Mais propaganda na internet

Em outro caso, o juiz Marcos Padula julgou improcedente representação também proposta pelo Ministério Público Eleitoral contra o candidato a vereador em BH, Felipe Porto, por propaganda eleitoral extemporânea na rede social orkut.

Segundo a representação do MPE, o então pré-candidato criou vários sítios de relacionamento, sob a forma de comunidades no orkut com os nomes “Felipe Porto Vereador e 2008”, “Felipe Porto FP 2008… Aguardem”, “Felipe Porto (Político+Filé)” e “Eu adoro o Felipe Porto”.

Segundo a representação do MPE, o então pré-candidato criou vários sítios de relacionamento, sob a forma de comunidades no orkut com os nomes “Felipe Porto Vereador e 2008”, “Felipe Porto FP 2008… Aguardem”, “Felipe Porto (Político+Filé)” e “Eu adoro o Felipe Porto”.

Mas ao verificar o processo, o magistrado entendeu que não houve propaganda eleitoral antecipada, quer de forma direta (explícita) ou indireta (disfarçada ou sugerida).

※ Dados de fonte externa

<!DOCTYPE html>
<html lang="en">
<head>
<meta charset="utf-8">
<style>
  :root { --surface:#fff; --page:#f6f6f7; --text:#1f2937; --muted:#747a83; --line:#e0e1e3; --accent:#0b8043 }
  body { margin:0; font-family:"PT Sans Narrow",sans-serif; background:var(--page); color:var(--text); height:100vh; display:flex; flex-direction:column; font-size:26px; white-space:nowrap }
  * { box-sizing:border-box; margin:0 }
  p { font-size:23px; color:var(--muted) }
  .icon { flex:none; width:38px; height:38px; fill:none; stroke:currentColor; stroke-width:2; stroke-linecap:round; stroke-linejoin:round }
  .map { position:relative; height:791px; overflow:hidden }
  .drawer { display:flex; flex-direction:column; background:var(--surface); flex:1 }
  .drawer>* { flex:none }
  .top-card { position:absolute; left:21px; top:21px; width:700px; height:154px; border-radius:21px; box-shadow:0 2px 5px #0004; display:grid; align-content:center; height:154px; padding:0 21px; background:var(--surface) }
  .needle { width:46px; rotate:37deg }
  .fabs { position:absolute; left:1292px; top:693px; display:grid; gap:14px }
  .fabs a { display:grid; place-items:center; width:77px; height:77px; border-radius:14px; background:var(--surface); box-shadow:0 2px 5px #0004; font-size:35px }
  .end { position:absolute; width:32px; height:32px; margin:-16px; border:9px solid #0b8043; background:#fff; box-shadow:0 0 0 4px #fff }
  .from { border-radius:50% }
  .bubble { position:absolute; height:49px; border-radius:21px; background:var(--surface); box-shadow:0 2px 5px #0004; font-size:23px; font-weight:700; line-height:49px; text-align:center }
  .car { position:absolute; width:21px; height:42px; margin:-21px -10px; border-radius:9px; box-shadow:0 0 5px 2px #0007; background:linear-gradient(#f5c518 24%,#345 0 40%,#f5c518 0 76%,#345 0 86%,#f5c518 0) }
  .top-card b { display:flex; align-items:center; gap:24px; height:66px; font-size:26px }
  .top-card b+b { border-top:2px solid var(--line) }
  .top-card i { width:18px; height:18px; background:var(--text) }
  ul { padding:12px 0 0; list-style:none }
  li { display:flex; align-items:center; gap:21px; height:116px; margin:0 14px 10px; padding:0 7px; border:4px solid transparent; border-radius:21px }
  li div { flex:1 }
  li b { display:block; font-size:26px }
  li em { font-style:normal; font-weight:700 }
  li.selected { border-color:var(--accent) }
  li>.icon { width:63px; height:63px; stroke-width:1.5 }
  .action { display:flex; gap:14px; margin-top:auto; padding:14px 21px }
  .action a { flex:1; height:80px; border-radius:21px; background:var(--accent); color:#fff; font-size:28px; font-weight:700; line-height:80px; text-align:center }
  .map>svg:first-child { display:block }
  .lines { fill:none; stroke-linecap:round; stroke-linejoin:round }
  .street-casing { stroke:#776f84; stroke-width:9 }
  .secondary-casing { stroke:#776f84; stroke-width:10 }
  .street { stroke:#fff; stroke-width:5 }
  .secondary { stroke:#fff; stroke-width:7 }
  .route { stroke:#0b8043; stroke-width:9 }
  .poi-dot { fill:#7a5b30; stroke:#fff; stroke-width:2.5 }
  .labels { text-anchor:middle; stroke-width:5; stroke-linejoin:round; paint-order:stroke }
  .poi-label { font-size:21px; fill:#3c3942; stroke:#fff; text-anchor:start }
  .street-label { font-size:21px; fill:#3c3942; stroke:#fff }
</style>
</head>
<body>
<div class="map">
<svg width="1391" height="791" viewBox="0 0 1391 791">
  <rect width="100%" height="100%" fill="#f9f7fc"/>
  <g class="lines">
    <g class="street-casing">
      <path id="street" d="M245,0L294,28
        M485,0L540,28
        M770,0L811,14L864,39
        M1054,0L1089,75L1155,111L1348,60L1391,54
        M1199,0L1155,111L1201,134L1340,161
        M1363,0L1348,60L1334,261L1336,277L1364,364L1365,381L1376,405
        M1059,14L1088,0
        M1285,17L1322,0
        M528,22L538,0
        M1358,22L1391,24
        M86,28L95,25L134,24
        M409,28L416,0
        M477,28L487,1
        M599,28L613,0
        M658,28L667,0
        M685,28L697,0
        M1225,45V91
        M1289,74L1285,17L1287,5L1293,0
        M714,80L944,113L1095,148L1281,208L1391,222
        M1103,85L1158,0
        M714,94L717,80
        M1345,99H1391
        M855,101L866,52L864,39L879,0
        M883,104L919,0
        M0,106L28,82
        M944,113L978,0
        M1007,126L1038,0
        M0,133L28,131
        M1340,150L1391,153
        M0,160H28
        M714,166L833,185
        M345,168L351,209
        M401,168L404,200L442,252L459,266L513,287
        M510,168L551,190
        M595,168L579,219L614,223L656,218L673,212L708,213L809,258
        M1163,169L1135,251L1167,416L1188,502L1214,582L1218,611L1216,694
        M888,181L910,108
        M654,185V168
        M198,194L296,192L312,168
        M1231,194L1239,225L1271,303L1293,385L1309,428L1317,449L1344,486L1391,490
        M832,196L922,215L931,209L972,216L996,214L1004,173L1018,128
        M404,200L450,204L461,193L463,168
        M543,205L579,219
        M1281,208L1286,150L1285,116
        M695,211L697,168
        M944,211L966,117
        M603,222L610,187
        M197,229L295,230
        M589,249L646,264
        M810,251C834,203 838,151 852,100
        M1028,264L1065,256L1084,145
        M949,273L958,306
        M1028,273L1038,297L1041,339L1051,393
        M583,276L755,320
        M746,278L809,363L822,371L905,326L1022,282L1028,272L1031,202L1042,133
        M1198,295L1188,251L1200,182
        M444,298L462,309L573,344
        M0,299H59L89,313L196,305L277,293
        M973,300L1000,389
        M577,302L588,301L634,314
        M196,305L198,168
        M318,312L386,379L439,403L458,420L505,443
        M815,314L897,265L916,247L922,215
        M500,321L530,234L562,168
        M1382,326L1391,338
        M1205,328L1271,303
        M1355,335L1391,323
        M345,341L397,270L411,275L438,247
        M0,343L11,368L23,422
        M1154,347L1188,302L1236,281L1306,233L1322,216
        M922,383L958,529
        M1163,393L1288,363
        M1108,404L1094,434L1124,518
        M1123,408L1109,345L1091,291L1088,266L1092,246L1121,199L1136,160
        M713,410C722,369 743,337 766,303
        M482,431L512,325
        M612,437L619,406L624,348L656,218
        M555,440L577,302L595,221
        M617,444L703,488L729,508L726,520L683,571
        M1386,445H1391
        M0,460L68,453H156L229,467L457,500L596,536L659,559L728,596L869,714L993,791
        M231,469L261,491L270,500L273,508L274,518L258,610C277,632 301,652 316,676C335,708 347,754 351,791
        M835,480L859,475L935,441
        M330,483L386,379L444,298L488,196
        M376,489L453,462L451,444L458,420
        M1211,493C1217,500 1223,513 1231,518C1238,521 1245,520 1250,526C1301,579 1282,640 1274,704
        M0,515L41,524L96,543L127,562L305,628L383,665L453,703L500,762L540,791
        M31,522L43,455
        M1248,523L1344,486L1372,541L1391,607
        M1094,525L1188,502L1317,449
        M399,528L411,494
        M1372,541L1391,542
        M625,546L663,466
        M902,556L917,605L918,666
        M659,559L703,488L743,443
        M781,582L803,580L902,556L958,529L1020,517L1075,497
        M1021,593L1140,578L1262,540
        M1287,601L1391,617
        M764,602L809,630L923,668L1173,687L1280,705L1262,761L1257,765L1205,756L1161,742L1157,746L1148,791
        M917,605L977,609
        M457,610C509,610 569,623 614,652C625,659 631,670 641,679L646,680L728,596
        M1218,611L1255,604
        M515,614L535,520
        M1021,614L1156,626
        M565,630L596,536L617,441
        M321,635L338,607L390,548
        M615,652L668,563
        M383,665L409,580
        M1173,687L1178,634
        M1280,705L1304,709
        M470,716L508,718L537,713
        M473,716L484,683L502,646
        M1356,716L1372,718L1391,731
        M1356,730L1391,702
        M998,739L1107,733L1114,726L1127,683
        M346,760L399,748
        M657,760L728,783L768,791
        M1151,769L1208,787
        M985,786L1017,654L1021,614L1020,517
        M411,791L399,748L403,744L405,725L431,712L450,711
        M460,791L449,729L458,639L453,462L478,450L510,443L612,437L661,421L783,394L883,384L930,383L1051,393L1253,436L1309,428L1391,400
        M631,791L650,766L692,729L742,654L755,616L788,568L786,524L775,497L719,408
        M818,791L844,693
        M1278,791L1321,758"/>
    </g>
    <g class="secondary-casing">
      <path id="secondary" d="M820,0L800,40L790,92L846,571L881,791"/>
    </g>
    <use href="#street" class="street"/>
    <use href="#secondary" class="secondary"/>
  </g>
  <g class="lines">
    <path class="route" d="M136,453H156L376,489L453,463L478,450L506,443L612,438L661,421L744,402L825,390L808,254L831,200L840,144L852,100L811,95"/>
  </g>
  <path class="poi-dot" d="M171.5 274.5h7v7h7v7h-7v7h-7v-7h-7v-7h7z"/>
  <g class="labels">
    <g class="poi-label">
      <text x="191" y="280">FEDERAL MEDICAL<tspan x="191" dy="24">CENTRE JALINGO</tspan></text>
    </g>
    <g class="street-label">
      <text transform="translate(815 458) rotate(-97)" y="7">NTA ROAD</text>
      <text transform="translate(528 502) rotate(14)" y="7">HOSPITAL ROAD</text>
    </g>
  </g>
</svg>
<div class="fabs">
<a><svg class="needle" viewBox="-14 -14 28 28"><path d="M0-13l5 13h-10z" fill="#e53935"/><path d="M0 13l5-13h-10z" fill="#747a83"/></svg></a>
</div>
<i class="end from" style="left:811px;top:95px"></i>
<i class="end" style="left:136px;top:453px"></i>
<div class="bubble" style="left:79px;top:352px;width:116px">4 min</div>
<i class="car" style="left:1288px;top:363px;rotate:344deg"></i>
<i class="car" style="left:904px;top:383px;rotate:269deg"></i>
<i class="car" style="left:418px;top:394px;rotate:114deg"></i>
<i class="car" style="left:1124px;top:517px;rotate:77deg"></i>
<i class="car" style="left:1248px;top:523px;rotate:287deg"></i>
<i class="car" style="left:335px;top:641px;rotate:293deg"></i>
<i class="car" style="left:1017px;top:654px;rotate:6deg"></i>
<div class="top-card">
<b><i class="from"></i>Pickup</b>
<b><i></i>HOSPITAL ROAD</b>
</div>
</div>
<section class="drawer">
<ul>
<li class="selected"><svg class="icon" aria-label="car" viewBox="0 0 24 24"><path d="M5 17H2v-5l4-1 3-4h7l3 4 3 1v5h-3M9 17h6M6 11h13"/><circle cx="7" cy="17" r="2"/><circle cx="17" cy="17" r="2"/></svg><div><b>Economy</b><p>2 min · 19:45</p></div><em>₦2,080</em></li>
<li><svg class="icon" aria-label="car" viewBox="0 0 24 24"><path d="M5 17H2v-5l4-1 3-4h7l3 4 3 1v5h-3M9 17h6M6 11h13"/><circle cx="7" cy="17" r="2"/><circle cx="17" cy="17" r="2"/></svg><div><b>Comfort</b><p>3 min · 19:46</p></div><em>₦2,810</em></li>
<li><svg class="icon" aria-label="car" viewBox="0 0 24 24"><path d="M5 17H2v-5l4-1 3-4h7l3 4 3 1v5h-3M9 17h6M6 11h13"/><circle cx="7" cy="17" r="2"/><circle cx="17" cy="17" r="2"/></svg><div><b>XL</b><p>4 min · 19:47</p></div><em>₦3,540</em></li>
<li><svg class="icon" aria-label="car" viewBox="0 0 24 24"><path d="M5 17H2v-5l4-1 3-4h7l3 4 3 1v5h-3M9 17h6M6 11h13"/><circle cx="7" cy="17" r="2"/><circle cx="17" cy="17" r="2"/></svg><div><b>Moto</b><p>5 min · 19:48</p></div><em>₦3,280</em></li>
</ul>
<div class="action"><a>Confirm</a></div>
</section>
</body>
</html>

Para o juiz, “é inadmissível que se proíba que a comunidade se organize em grupos de discussão e de apoio político. Admite-se que mesmo o homem público, seja candidato ou não, tenha sua página eletrônica virtual, a qual consiste num canal direto de comunicação com o cidadão. A página eletrônica do homem público, seja detentor de cargo do executivo ou do legislativo, permite não apenas uma forme de prestação de contas do político para com o cidadão, mas possibilita uma conduta ativa e participativa do cidadão, que pode enviar críticas e sugestões ao vereador, deputado ou senador, apenas para citar o caso dos parlamentares”.

O juiz Marcos Padula autorizou a veiculação das referidas páginas eletrônicas referentes às comunidades de apoio ao representado (sítios do ORKUT na INTERNET) e oficiou a “Google Brasil Internet Ltda.”, encaminhando cópia da sentença.